Stored data:
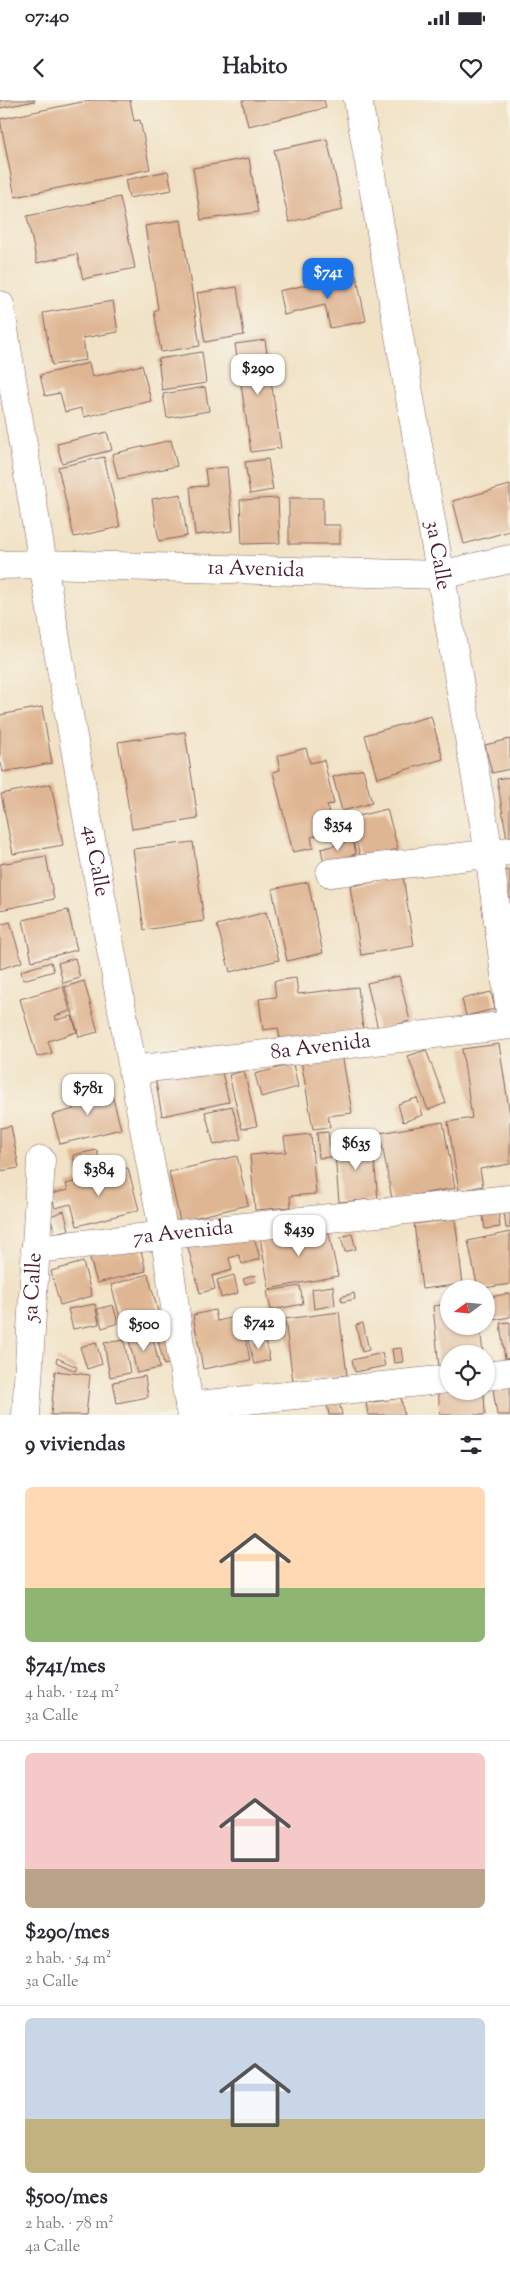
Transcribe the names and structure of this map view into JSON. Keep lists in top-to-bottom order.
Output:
{
  "streets": {
    "street": [
      "3a Calle",
      "1a Avenida",
      "4a Calle",
      "8a Avenida",
      "7a Avenida",
      "5a Calle"
    ]
  },
  "crossings": [
    ["3a Calle", "1a Avenida"],
    ["1a Avenida", "4a Calle"],
    ["4a Calle", "8a Avenida"],
    ["4a Calle", "7a Avenida"],
    ["7a Avenida", "5a Calle"]
  ],
  "north": "left",
  "page": {
    "status": "07:40",
    "header": "Habito",
    "price": [
      "$741",
      "$290",
      "$354",
      "$781",
      "$635",
      "$384",
      "$439",
      "$742",
      "$500"
    ],
    "heading": "9 viviendas",
    "list": [
      {
        "name": "$741/mes",
        "note": "4 hab. · 124 m² · 3a Calle"
      },
      {
        "name": "$290/mes",
        "note": "2 hab. · 54 m² · 3a Calle"
      },
      {
        "name": "$500/mes",
        "note": "2 hab. · 78 m² · 4a Calle"
      }
    ]
  }
}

What is expected: We ask that the entries above be copied exactly, with the pictures omitted.

Written response:
Transcribe the names and structure of this map view into JSON. Keep lists in top-to-bottom order.
Output:
{
  "streets": {
    "street": [
      "3a Calle",
      "1a Avenida",
      "4a Calle",
      "8a Avenida",
      "7a Avenida",
      "5a Calle"
    ]
  },
  "crossings": [
    ["3a Calle", "1a Avenida"],
    ["1a Avenida", "4a Calle"],
    ["4a Calle", "8a Avenida"],
    ["4a Calle", "7a Avenida"],
    ["7a Avenida", "5a Calle"]
  ],
  "north": "left",
  "page": {
    "status": "07:40",
    "header": "Habito",
    "price": [
      "$741",
      "$290",
      "$354",
      "$781",
      "$635",
      "$384",
      "$439",
      "$742",
      "$500"
    ],
    "heading": "9 viviendas",
    "list": [
      {
        "name": "$741/mes",
        "note": "4 hab. · 124 m² · 3a Calle"
      },
      {
        "name": "$290/mes",
        "note": "2 hab. · 54 m² · 3a Calle"
      },
      {
        "name": "$500/mes",
        "note": "2 hab. · 78 m² · 4a Calle"
      }
    ]
  }
}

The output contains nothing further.